I asked my mother to look after my toddler while I spent long afternoons in my rented room reading and writing stuff that I certainly could’ve done without. I had my husband take care of him on many nights while I enjoyed long and peaceful sleep in the hall.
Basically, I allowed myself to ask without letting my self-respect be affected by it. For one, it was magically liberating. The only thing I promised myself was that I would remember the support my family extended to me, and that it would not be taken for granted.

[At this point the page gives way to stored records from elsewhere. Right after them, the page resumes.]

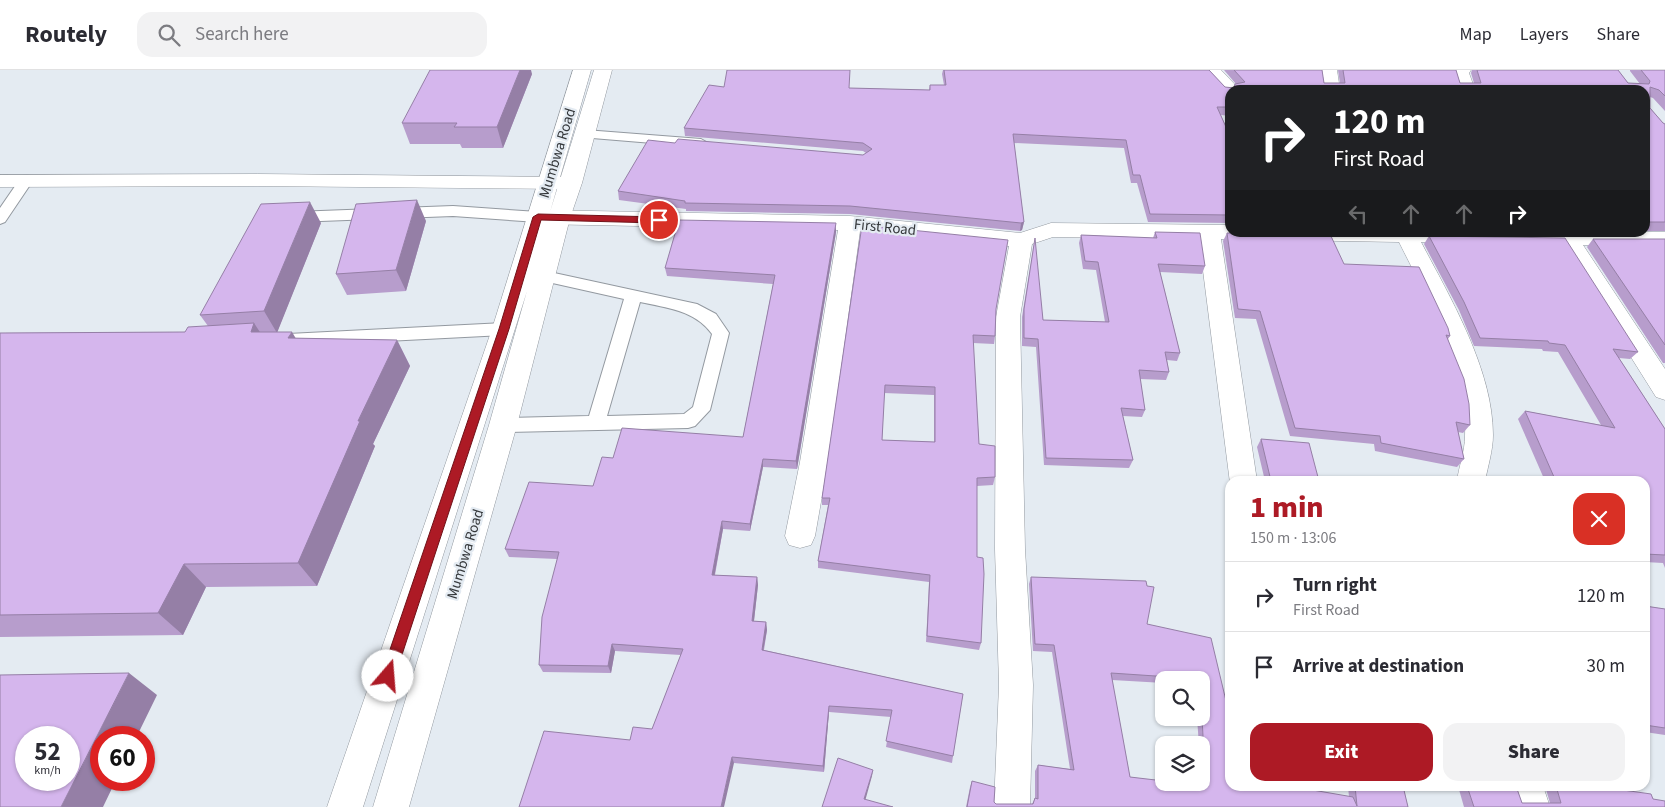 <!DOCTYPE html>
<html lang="en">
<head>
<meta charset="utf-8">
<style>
  :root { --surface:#fff; --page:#f2f2f3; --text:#2b2b33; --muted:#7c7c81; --line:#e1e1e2; --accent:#ad1a25 }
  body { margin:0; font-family:"Source Sans 3",sans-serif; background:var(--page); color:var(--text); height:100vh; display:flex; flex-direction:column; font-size:19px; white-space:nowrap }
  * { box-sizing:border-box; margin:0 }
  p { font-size:16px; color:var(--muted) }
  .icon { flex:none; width:28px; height:28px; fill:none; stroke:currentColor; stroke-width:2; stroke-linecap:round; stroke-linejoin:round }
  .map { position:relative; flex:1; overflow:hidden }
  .details { position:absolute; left:1225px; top:406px; width:425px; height:315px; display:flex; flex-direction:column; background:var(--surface); border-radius:15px; box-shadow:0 1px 4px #0004 }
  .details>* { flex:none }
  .top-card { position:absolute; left:1225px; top:15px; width:425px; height:152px; border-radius:15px; box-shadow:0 1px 4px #0004; background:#202124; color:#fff; overflow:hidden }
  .fabs { position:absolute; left:1155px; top:601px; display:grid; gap:10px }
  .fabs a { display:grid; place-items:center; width:55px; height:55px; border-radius:10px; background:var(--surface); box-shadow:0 1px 4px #0004; font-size:25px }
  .speed { position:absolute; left:15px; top:656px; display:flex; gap:10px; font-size:25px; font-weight:700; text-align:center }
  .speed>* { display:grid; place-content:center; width:65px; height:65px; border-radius:50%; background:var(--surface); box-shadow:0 1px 4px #0004; line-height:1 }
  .speed small { font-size:12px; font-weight:400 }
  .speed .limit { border:8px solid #d22; background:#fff; color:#111 }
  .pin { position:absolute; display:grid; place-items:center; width:42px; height:42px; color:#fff; margin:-21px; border:2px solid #fff; border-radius:50%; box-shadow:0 1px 5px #0007 }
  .me { position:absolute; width:55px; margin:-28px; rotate:18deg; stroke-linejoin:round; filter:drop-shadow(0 0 4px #0008) }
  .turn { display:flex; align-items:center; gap:18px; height:105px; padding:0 25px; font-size:22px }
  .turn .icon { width:65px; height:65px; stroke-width:2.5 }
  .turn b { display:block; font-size:35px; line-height:42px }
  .lanes { display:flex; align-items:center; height:48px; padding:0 25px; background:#0003; justify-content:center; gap:25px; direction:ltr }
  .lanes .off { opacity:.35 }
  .round { display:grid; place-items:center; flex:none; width:52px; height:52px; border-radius:15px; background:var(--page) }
  .headline { display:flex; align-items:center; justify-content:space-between; height:85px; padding:0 25px }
  h1 { font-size:30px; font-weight:800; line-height:38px; color:var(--accent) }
  .primary-button { display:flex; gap:10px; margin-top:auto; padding:10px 25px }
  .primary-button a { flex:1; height:58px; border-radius:15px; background:var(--accent); color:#fff; font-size:20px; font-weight:800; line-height:58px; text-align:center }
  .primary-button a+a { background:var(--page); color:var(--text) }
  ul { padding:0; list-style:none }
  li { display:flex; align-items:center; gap:15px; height:70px; padding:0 25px; border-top:1px solid var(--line) }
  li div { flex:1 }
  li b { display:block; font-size:19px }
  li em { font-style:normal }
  header { display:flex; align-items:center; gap:30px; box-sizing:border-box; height:70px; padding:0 25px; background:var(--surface); border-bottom:1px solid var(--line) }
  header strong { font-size:24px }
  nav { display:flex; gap:28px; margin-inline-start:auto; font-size:18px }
  .search { width:350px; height:45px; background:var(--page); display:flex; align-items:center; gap:12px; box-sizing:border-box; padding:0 18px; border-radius:15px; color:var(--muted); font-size:19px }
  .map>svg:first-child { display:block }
</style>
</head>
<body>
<header>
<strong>Routely</strong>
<div class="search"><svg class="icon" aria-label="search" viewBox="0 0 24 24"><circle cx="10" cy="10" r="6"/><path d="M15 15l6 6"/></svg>Search here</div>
<nav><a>Map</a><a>Layers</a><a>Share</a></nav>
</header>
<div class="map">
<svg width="1665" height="737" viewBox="0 0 1665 737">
  <rect width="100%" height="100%" fill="#e4ebf2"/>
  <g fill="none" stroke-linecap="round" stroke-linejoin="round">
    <!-- service casing -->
    <g stroke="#9399a0" stroke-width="2">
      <path id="service" d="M585,60l116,9 7,4 -7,4 -121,-10 -2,-3 2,-3z
        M27,105l5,1 2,3 -29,43 -5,2v-16l22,-32z
        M453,136l85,6 5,2 2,3 -2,3 -5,2 -85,-6 -159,6 -5,-2 -2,-3 2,-3 5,-2z
        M545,201l152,33 19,10 13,19 -19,77 -15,16 -7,2 -185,4 -7,-2 -2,-5 2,-5 7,-2 86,-2 35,-117 -85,-19 -2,-4 2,-4zM640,232c27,6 55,8 72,32l-19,73 -9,7 -77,2z
        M504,253l6,2 2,4 -2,4 -6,2 -216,11 -6,-2 -3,-4 3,-4 6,-2z"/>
    </g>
    <!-- minor casing -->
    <g stroke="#9399a0" stroke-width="1">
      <path id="minor" d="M1202,0h19l19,20h-10v5l-6,-1z
        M1319,0h18l3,20h-18z
        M1452,0h19l-2,3 6,17h-18l-6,-18z
        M258,104l313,3 7,2 4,4 -4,4 -7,2 -313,-3 -258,1v-12z
        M538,140l312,6 170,17 31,-10 179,2v7h435v14l-82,-1 82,124v31l-9,-3 -96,-153 -139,-2c30,57 72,128 72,193 0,15 -5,31 -8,46h-28c2,-15 8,-30 8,-45 3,-64 -38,-138 -66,-194l-178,-3 36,242h-27v2l-31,-244 -146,-2 -21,7 -12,73 5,232 8,136 -3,122h-36l5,-122 -4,-136 1,-232 13,-71 -149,-15 -32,231 -13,74 -4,9 -11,3 -11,-3 -4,-9 15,-74 38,-232 -300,-6 -8,-2 -3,-5 3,-5z
        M1507,716h36l7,21h-36z"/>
    </g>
    <!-- primary casing -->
    <g stroke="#9399a0" stroke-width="1">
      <path id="primary" d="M573,0h18l-41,142 44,-142h18l-30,113 -12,35 -53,207 -108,382h-36l116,-382 38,-134 -164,516h-36l165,-478z"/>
    </g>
    <!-- service -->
    <use href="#service" fill="#fff" fill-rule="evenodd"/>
    <!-- minor -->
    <use href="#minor" fill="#fff" fill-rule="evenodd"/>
    <!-- primary -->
    <use href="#primary" fill="#fff" fill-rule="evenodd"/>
  </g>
  <!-- wall -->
  <path fill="#b79dcc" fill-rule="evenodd" d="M943,0h266l16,17 8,1 2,-4h1l-12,-14h98l2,13h16l-2,-13h118l4,13h14l-3,-10 1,-3h146l10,13 12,1 -10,-13v-1h35v41l-12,-13 -3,-1v11l13,15 2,1v107h-20v-141h-415v26l-9,-1 9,21v87l-82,-1 -11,-39h-6l-7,-35 -110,-5 10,79 -2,8 -2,1 -170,-17 -164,-3v-2l-67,-9 -1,-9 57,-48 188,12 3,-2 -3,-2 -178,-15 -1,-8 40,-41 125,1 80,2 1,-5h14l-2,-11z
    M532,4l-29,74h-41l-2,-4h-50l-8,-21z
    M426,151l-20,70 -59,4 -11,-21z
    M321,153l-44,109 18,6 102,2 13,26 -37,78 2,2 -58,140 -111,1 -23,48 -183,2v-304l185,-1 23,-6 -8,-11z
    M862,155l134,84 -1,27 -1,8 -21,-1 6,101 16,33 -2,8 -16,1v71l4,86 -2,7 -53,-8 3,-60 -111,-14v-7l10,-56h-6v-7zM884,323l50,2v47l-52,-2z
    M836,162l-39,237 -34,-2 -13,64 -27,-2 -8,46 42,2 1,8 -4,36 12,1 1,8 -3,20 199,44 -10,62 -1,7 -66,-16 5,-30 -62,-5 -5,60 -90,-9 -104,-23 22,-11 29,-74 -66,-4 -4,22 -68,-1 -4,-7 18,-106 -48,-2 -4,-8 88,-63 20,-28 130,-21 30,-153 -106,-8 -2,-8z
    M1155,162l50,34 -3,8 -42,-2 20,81 -3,8 -10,-1 2,12 -3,8 -26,-1 5,31 -3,7 -19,-1 10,44 -4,8 -85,-3 -8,-118 -14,-1v-29l12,-72 9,75 62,2 -9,-52 -13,-1 -4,-26 2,-8 72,3z
    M1227,163l117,31 106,72 -2,3 22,86 -7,8 -5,-1 6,27 -7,8 -82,-16 -1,-7 -84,-8 -34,-117 -21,-1 -12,-77z
    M1429,166l209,116 -8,7 -11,-1 46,71v139l-2,-5 -18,-1v-81h-100l-27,-62 7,-8 76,14 -43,-73 -15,-1 -1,-2 -68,-3 -15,-36 -35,-66z
    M1593,169h72v124h-2l-76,-116z
    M1261,369l58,42h-54l-8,-34z
    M1031,507l116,47 80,81 74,83 48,9 -1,-11h55l5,21h-442l4,-20 2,-6 24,23h36l3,-6v-27l3,-6 32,4 -18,-117 -19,-1 -4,-67zM1112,610l52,3v-3h37v38h-4l2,27h2v37h-20v2l-51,-7z
    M1645,536l20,3v126l-20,-3z
    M1458,716h58l6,17h28l-5,-17h50l58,13 12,8h-201z"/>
  <!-- shaded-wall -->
  <path fill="#957fa6" d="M520,0h11l1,4 -29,74 -6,-21z
    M417,130l9,21 -20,70 -10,-21z
    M310,132l11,21 -44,110 -13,-22z
    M1024,152l-2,8 -2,1 1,-8z
    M836,153v9l-39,237 -1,-8z
    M254,253l17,26 -20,-17z
    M292,262l15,25 -19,-19z
    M397,270l13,26 -37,78 2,2 -58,140 -19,-23 60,-142z
    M763,389v8l-13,64v-7z
    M722,451l1,8 -10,54 -1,-8z
    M184,494l22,23 -23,48 -25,-22z
    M757,507l1,8 -5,44 -1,-8z
    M766,552l1,8 -5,27v-7z
    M612,574l3,7 -4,22 -3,-7z
    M129,603l28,22 -21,43h-35v42h15l-13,27h-42z
    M829,636v6l-5,60 -1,-6z
    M732,687l2,6 -10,44h-3z
    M873,700l-1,6 -8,29v-6z"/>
  <!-- building -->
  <path fill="#d5b6ed" stroke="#957fa6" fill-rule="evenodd" d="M430,0h90l-23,57h-43l3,-4h-55z
    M727,0h123l-1,18 81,2v-5h16l-2,-15h265l16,17 9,1 1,-4 10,-2 -11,-12h88l2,13h21l-2,-13h113l4,13h21l-4,-13h141l10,13 21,1 1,-3 -9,-11h24v26l-6,-6 -9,-3v21l13,15 2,1v98h-20v-132h-415v17h-13l13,29v79l-80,-1 -10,-39h-7l-7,-35 -113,-6 11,88 -3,1 -171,-17 -165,-3v-2l-67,-10 30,-51 27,3 3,-4 185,16 9,-6 -9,-6 -179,-15 25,-43 15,2z
    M417,130l-21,70 -60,4 20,-70z
    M310,132l-46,109 -64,4 61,-111z
    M679,150l157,3 -40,238 -33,-2 -13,65 -28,-3 -10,54 45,2 -5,44 14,1 -4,28 201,44 -10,62 -67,-15 6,-31 -63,-4 -6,60 -91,-9 -11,50h-202l25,-76 86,9 3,-13 19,2 31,-80 -71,-5 -4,22 -69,-1 3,-48 17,-65 -54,-3 24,-67 64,4 9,-29 11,1 9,-30 121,9 32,-162 -110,-7z
    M862,155l146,15 -12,69 -1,27 -22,-1 6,109 16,2v31l-18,1v79l6,1 1,16 -3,69 -54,-7 3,-61 -112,-14 12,-63h-8zM885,315l50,2v55l-53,-2z
    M1155,162l45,1 5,33 -47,-2 22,89 -15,-1 4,20 -30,-2 6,40 -24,-2 12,52 -87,-2 -8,-119 -14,-1v-29l11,-71 8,82 66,2 -11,-60 -13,-1 -4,-26 76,3z
    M1227,163l103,1 14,30 75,3 29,61 2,8 -4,-1 18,44 5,25 1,21 -14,-3 8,37 -83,-16 -1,-7 -85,-8 -35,-117 -22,-2z
    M1429,166l136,2 73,114 -25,-3 52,80v126l-20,-1v-73h-71l-20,-4 -29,-66 90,17 -50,-83 -16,-2 -1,-2 -68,-3 -16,-36z
    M1593,169h72v106z
    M254,253l-3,9h41l-4,6 109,2 -39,81h2l-62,142 -114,1 -26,49 -158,2v-282l185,-1 3,-5z
    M1261,369l48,4 10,38h-48z
    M1031,507l115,4 1,5 7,1 -7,37 64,14 16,67 3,1v80h71v2l52,9 4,9 -2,-20h48l5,21h-441l5,-26 23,6 -1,15 2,2h37l2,-6 3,1v-34l36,5 -20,-125 -19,-1zM1111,603l89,6v1h1v19l4,74 -4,-1v10h-16v2l-13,-2h-8v-1l-34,-4z
    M1645,536l20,3v119l-20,-3z
    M129,603l-68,134h-61v-132zM26,668h43v42h-43z
    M838,688l35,12 -9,29 29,8h-71z
    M1467,716h49l6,17h39l-5,-17h39l56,8 2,5 12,2v6h-191z"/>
  <!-- route -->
  <path fill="#ad1a25" stroke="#701118" d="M538,144l121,3 4,3 -4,3 -118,-3 -32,109 -114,347 -2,5 -5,2 -5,-2 -2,-5 118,-347 34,-112z"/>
  <g text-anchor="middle" stroke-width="4.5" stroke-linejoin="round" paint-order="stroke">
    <!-- street labels -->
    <g font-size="15" fill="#35383b" stroke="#e4ebf2">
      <text transform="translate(557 83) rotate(-73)" y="5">Mumbwa Road</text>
      <text transform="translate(885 157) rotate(6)" y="5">First Road</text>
      <text transform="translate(465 484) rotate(-73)" y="5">Mumbwa Road</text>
    </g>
  </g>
</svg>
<div class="fabs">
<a><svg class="icon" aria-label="search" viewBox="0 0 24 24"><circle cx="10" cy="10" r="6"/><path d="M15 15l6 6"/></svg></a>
<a><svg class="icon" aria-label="layers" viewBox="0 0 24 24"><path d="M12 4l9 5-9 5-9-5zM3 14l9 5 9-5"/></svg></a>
</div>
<div class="speed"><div>52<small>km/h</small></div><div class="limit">60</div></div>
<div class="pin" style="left:659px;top:150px;background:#d93025"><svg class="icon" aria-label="arrive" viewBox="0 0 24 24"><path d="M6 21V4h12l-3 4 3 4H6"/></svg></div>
<svg class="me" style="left:388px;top:606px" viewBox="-20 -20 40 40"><circle r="19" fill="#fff"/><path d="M0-13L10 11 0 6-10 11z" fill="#ad1a25"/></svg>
<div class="top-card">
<div class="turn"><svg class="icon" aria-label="right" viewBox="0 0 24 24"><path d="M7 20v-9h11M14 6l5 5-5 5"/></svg><div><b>120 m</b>First Road</div></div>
<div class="lanes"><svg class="icon off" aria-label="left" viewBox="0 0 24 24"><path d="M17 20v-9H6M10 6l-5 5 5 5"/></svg><svg class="icon off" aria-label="ahead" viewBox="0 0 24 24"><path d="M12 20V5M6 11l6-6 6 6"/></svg><svg class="icon off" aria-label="ahead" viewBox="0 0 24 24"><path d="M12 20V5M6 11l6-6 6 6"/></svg><svg class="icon" aria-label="right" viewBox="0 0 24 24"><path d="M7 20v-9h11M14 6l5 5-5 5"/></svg></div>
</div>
<section class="details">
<div class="headline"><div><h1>1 min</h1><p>150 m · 13:06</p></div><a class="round" style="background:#d93025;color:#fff"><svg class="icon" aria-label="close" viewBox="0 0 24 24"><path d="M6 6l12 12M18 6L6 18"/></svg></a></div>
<ul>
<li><svg class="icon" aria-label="right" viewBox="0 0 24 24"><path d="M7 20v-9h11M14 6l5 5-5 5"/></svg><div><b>Turn right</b><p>First Road</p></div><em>120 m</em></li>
<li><svg class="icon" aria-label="arrive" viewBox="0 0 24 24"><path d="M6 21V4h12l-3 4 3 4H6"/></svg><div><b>Arrive at destination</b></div><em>30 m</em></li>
</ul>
<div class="primary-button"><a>Exit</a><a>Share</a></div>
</section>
</div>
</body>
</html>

100 days of a lot more Mommy time - In the last 100 days, my kid accompanied me for beautiful, leisurely walks. Together we explored neighborhood streets and watched caterpillars cross the road, chameleons change shade and a snail move an inch up along a damp, mossy wall. Our walks didn’t get me late for office, nor did they require me to cut short on my work and return early.
When our domestic help went on a fifteen days’ leave due to medical emergency, I stayed at home full time and invented recipes to suit his picky palate. Project deadlines didn’t make me tear my hair out in distress. We filled notebooks with meaningless doodles of many a color and played with tiny little cars.
I invested days in looking up pre-schools and daycare facilities for him, visiting each of them multiple times to feel the vibes. My son joins a nice little preschool day after tomorrow. I will be there by his side to make his transition happy.
100 days of embracing wishes - I put up the very first set of wall decor in the flat where we moved in 2.5 years ago, and didn’t resort to store-bought options. I instead paid a tribute to the initial years of our marriage when both my husband and I took a fancy to painting, and sorted through those amateurish yet fond expressions of our heart to get the best ones framed. Our walls now have a character.
I accompanied a photographer-friend to old age homes and spent hours listening to the residents narrate the stories of their life.
I planned a simple, homely party for my son’s birthday and enjoyed blowing up every balloon.